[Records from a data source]
++++++++++++++++++++
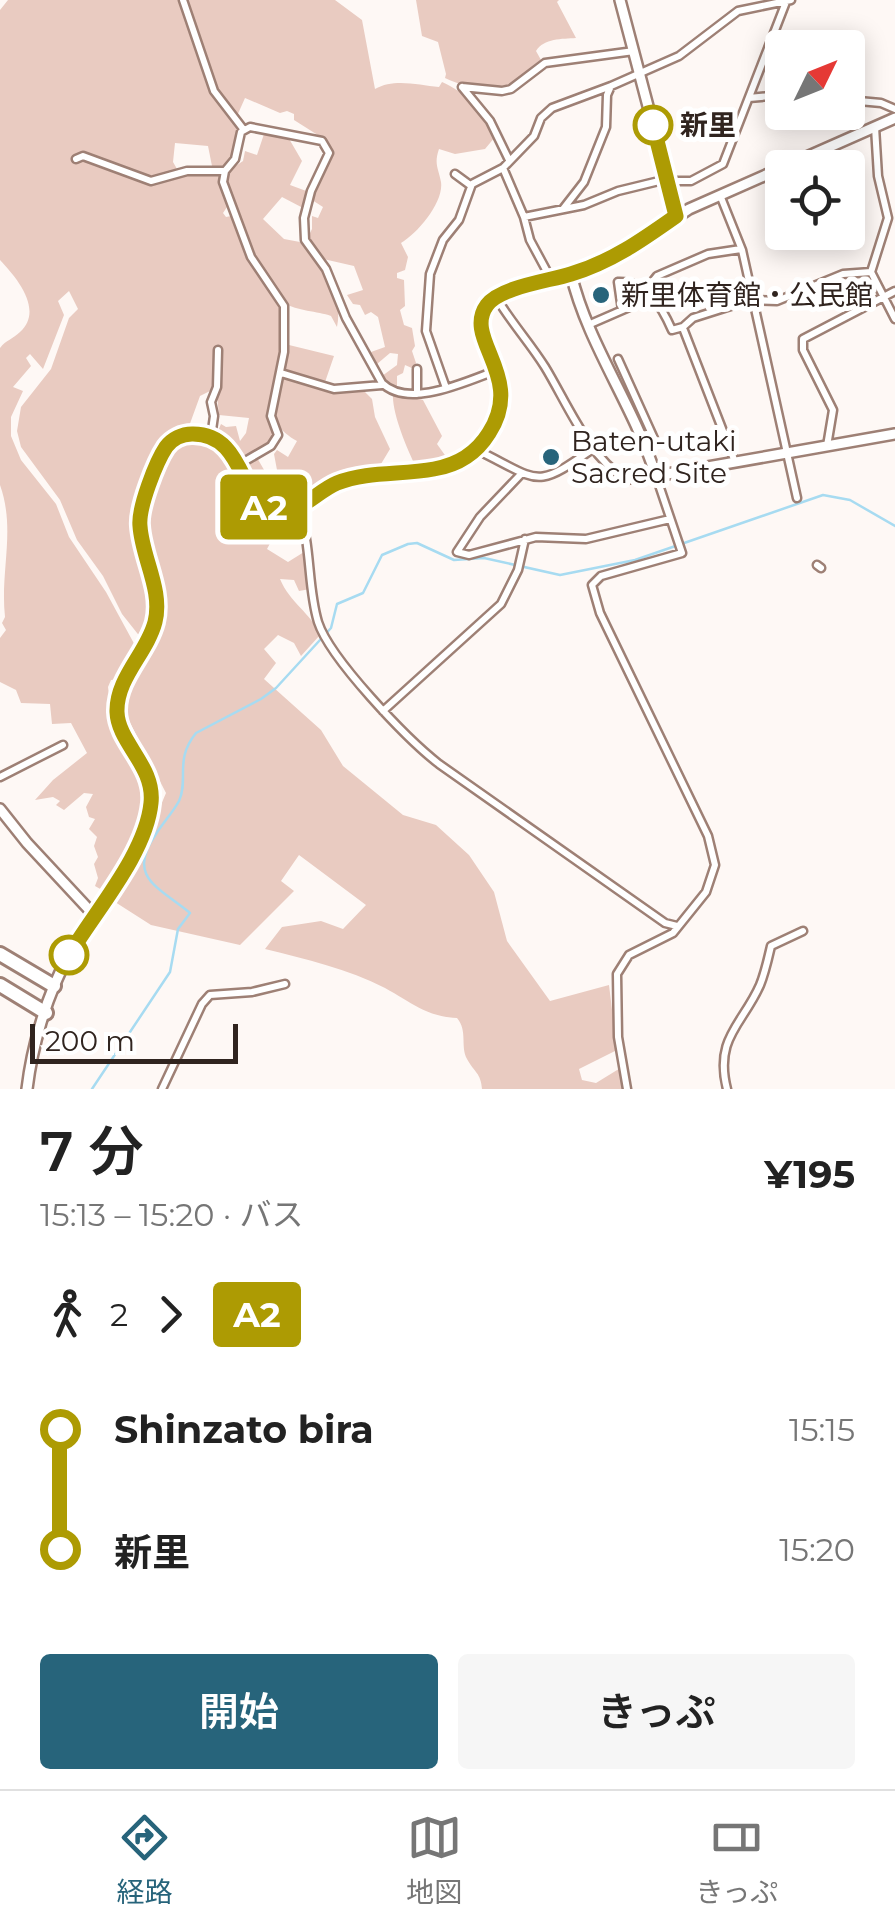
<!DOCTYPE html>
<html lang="ja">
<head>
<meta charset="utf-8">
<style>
  body { margin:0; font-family:Montserrat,"Noto Sans JP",sans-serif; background:#f6f6f6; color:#222; height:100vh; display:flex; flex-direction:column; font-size:38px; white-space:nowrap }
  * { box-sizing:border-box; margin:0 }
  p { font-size:32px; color:#767676 }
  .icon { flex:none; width:55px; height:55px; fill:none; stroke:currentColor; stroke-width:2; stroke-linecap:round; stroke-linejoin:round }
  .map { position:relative; height:1089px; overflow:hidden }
  .panel { display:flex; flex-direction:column; background:#fff; flex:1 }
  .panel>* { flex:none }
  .badge { padding:0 20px; border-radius:8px; font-size:35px; line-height:65px }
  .needle { width:65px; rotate:47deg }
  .fabs { position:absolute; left:765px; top:30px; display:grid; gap:20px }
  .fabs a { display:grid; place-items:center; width:100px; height:100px; border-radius:10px; background:#fff; box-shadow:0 5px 25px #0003; font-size:50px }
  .scale { position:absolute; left:30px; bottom:25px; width:208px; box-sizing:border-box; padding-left:10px; border:5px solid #30241f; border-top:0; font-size:28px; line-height:35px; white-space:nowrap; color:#30241f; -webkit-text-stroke:8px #fff; paint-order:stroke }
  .map>.badge { position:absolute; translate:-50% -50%; box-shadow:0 0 0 5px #fff }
  .legs { display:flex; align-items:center; gap:15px; height:110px; padding:0 40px; font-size:32px }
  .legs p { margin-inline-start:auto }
  .overview { display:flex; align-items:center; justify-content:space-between; height:170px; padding:0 40px }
  h1 { font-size:55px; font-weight:600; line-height:75px }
  .action { display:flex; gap:20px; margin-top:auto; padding:20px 40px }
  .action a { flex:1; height:115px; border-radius:10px; background:#27647b; color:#fff; font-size:40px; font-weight:600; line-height:115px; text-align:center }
  .action a+a { background:#f6f6f6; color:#222 }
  ul { padding:0 40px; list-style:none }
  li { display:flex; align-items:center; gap:35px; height:120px; font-size:38px }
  li i { display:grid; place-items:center; width:15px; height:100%; margin:0 12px; background:currentColor }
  li i::after { content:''; width:25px; height:25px; margin:-12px; border:8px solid; border-radius:50%; background:#fff }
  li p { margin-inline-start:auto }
  li:first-child i { background:linear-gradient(#0000 50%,currentColor 0) }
  li:last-child i { background:linear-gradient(currentColor 50%,#0000 0) }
  .tab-bar { display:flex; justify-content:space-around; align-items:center; height:140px; border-top:2px solid #e0e0e0; background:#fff; font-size:28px; color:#767676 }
  .tab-bar a { display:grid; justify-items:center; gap:5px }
  .tab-bar .current { color:#27647b }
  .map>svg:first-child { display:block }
  .green { fill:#e9cbc1 }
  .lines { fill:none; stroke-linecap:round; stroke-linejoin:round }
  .stream { stroke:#a7dbf1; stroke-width:2.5 }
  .street-casing { stroke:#9e8075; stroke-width:11 }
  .secondary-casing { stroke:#9e8075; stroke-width:14 }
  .highway-casing { stroke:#9e8075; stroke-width:18 }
  .street { stroke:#fff; stroke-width:6 }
  .secondary { stroke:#fff; stroke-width:9 }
  .highway { stroke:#fff; stroke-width:12 }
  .line-1-casing { stroke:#fff; stroke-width:22 }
  .line-1 { stroke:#ad9b03; stroke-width:15 }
  .stop-1-dot { fill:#fff; stroke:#ad9b03; stroke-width:5 }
  .poi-dot { fill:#27647b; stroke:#fff; stroke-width:4 }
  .labels { text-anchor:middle; stroke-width:10; stroke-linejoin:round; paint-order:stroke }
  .stop-label { font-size:28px; font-weight:bold; fill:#30241f; stroke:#fff; text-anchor:start }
  .poi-label { font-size:28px; fill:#30241f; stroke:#fff; text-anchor:start }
</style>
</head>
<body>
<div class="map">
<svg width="895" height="1089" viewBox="0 0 895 1089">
  <rect width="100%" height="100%" fill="#fef8f5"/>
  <path class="green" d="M 8,0 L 181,0 L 212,92 L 240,129 L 233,156 L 224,167 L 212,166 L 208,146 L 175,143 L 173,162 L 181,176 L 222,173 L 229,204 L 223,213 L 226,217 L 231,216 L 249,258 L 281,306 L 282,350 L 268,416 L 275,435 L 269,444 L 240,458 L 231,446 L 216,436 L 221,424 L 226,427 L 236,426 L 240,441 L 246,433 L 249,418 L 219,415 L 217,396 L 210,391 L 200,396 L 188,429 C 159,429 157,458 148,480 C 144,489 134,496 133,507 C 132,514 137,524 138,530 C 146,566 163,605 141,638 L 122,614 L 103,576 L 77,540 L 60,500 L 21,447 L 17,431 L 21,407 L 51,369 L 69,318 L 78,309 L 69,291 L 58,301 L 64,315 L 43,369 L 30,354 L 26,358 L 31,366 L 13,387 L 23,391 L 11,417 L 11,436 L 21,460 L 56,504 L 69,537 L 106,592 L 137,649 L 120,679 L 111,680 L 108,687 L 112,722 L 137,769 L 142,804 L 134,834 L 102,890 L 95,886 L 98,878 L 94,864 L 98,857 L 94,846 L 97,837 L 89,829 L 95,819 L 89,817 L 86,807 L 93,794 L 84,793 L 64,810 L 56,805 L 60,801 L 53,797 L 35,800 L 53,780 L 87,753 L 71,723 L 52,724 L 50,704 L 21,703 L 16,690 L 0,682 L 0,638 L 6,630 L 2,623 L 5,617 C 0,571 16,530 0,485 L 0,348 C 6,340 13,339 20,332 C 44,310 17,278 0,260 L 0,10 Z
    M 186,0 L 335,0 L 362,20 L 375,89 C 394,78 418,85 439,87 L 442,82 C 465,92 486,112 495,137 L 485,149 L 455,154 L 439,149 C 434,164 438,167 441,182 C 444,202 418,233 401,243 L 408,257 L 405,270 L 397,273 L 397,278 L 404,280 L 405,306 L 400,310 L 404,325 L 412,328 L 415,346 L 412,351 L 416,363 L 414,369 L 405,365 L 403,373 L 397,376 L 397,387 L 391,388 L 382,376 L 397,365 L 398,354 L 390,353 L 377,364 L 371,352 L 385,347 L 378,317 L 371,312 L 365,315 L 360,305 L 353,304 L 347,295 L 363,290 L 354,266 L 319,258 L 307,239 L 312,229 L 312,216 L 318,218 L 323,207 L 312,200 L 332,153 L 324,139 L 294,120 L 294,114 L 287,111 L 280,113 L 245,98 L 237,116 L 215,90 Z
    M 416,0 L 559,0 L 557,2 L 576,38 C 562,39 544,38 536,51 L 541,60 C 531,66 526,75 517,82 C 497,97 465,87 445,78 L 446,74 L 438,42 L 422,36 Z
    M 265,131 L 288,137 L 302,161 L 290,185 L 309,192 L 303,208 L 282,197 L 263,219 L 284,239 L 300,242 C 320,268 344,292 337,327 L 331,316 C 318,311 296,311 285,303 C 254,280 238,217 225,182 L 227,172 L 243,161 L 245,151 L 257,155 Z
    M 289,345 L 334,356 L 324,385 L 285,372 Z
    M 283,376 L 334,391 L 365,392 L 372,399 L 375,417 L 390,449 L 378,469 C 364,471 351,465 337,472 C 315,483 298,518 267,504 L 245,463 L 256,456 L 267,475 L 277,470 L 274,454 L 277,450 L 288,457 L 297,441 C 263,421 276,408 283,376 Z
    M 401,394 L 423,400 L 442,436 L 437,444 L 447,458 L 445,460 L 416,467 C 407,449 392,413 393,395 Z
    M 190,442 C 225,448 234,471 251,500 L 248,506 L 275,534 L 267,549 L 288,562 L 304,552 L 310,589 L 299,591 L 294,580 L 280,579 C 290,603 311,613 320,635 L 301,656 L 294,643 L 278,635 L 264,649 L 276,663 L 264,679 L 321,730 L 343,766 L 403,815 L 436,825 L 469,855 L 494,892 L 507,941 L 550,1001 L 609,985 L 617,1050 L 579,1069 L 582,1080 L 596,1083 L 622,1067 L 625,1080 L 622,1089 L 482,1089 C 481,1073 474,1072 467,1059 C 460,1046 468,1031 457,1018 C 427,1017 411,1002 385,988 C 348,969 306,959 265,949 L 282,927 L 321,921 L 343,929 L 366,905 L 299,855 L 281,881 L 294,891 L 240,945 L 151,925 L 115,902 L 135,866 L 166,793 L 125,713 C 127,679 154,659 162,628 C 169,599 155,572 151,544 C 147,519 153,498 161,475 C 167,459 172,446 190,442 Z"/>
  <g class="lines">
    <path class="stream" d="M 92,1089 L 170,972 L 178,929 L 190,913 C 160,888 125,877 156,834 C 163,823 173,812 179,801 C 189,779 174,760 196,733 L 261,699 L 276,688 L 331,628 L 337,604 L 363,593 L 382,555 L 408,544 L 417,543 L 454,560 L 484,558 L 560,575 L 635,560 L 823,495 L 850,500 L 895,526"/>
    <g class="street-casing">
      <path id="street" d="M 183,0 L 214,91 L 244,130
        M 462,87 L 502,91 L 511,89 L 545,63 L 634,51
        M 462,87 L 490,121 L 509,160
        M 749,98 L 782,95
        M 848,100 L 881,103 L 895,109
        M 875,127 L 878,176 L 888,218 L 871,272 L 895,319
        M 76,159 L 83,156 L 151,181 L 187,171 L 225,171
        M 503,168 L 524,217
        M 455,174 L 470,185
        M 720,195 L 742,250 L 797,498
        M 563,209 L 584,182 L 606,127 L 607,95 L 611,86 L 679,56 L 738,11 L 791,0
        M 551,279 L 530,240 L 524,217 L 584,205 L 618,191 L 659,181 L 691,181 L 723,164 L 786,2
        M 496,297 C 510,321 530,343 545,367 C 567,403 588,456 626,480 L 656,476 L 682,553 L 601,576 L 592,585 L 600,613 L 708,836 L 715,865 L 706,892 L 673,933 L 629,955 L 617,974 L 618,1037 L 627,1089
        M 622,310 L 618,282 C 647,281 662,307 672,330 L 683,327 L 693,318 L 737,304 L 753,300 L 777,301 L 843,274 L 871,272
        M 588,325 L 634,305 L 657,276 L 708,254 L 741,249
        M 683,328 L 735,462
        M 618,359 L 656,443
        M 417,369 L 417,394
        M 281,373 L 334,389 L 382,385
        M 446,388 L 426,331 L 430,274 L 443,240 L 459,220 L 472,184 L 503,168 L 534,136 L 541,118 L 552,108 L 611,86
        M 211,437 L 214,416 L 211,402 L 217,387 L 218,350
        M 827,446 L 833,410 L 803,350 L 803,339 L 895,291
        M 477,450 C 541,481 533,491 594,448
        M 240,464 L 271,446 L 278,435 L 271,416 L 284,352 L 284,306 L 251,257 L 223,182 L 225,171 L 235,159 L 241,132 L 250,127 L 322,141 L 329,153 L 311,191 L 304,218 L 305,240 L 326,269 L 346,318 L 382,383 C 408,409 465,382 495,371
        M 522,473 L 480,517 L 457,552 L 469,555 L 536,537 L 586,539 L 670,519
        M 298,508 C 312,544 307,586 318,622 C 330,659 407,739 439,764 L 665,923 L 677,926
        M 817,565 L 821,568
        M 383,711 L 501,604 L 518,570 L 525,539
        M 0,777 L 63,745
        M 162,1089 L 202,1004 L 210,995 L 252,992 L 285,984
        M 727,1089 C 714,1038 743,1024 760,985 C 765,973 768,959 771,946 L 803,931"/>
    </g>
    <g class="secondary-casing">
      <path id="secondary" d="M 620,0 L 677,216
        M 571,274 C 588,345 634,406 656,476 L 895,434
        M 0,809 L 27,843 L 94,915
        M 27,1089 C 32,1047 46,997 67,959 C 90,916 155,842 151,793 C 149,763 117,740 117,710 C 117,677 148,652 155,621 C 162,588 141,557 140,524 C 139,506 150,484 157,467 C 163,452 168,438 185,435 C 240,423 240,498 269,510 C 295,521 320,488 344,481 C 384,467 432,481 468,456 C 554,397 437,325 504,293 L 596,266 L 630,249 L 689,209 L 895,118"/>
    </g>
    <g class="highway-casing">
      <path id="highway" d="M 0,954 L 54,986
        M 0,985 L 46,1013"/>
    </g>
    <use href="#street" class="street"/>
    <use href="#secondary" class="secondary"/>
    <use href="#highway" class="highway"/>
  </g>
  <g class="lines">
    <g class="line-1-casing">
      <path id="line-1" d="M 69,955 C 95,911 146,854 151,803 C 155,766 118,743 117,712 C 116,678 147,653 155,622 C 163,590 142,558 140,526 C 138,508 156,462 166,447 C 172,439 182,434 192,434 C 243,433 240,497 269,510 C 294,521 315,492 337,483 C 367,471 402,475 434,469 C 458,465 476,454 489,433 C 526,376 462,339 487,305 C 500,287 549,281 571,274 C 611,262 642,240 676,216 L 653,125"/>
    </g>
    <use href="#line-1" class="line-1"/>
  </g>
  <g class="stop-1-dot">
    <circle cx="653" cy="125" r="18"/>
    <circle cx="69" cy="955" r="18"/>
  </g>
  <g class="poi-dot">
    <circle cx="601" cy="295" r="10"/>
    <circle cx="551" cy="457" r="10"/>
  </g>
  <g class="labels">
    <g class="stop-label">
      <text x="680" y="135">新里</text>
    </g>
    <g class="poi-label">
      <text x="621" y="305">新里体育館・公民館</text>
      <text x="571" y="451">Baten-utaki<tspan x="571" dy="32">Sacred Site</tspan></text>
    </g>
  </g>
</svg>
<div class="fabs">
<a><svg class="needle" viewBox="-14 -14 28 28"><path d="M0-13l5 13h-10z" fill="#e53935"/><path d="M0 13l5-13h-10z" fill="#767676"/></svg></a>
<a><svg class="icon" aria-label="locate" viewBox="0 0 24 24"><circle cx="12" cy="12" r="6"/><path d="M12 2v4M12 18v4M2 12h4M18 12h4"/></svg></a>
</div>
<div class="scale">200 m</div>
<b class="badge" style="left:264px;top:507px;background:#ad9b03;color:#fff">A2</b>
</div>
<section class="panel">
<div class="overview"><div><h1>7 分</h1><p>15:13 – 15:20 · バス</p></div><b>¥195</b></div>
<div class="legs"><svg class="icon" aria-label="walk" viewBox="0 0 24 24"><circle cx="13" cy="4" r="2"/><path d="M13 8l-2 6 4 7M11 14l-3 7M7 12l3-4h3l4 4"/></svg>2<svg class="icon" aria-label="forward" viewBox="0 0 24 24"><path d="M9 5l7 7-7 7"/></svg><b class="badge" style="background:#ad9b03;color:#fff">A2</b></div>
<ul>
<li><i style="color:#ad9b03"></i><b>Shinzato bira</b><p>15:15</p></li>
<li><i style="color:#ad9b03"></i><b>新里</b><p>15:20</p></li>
</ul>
<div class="action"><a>開始</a><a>きっぷ</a></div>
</section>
<nav class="tab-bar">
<a class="current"><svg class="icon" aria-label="directions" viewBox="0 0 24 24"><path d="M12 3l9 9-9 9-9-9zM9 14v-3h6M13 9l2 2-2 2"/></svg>経路</a>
<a><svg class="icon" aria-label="map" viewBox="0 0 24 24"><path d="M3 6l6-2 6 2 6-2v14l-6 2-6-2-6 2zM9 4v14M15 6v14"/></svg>地図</a>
<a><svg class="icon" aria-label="tickets" viewBox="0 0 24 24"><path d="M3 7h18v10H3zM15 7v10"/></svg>きっぷ</a>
</nav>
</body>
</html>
++++++++++++++++++++
## TASK DESCRIPTION
Throughout the data above, find each line that includes the string "linecap"; state only how many there are.

## ANSWER TO THE EXERCISE
2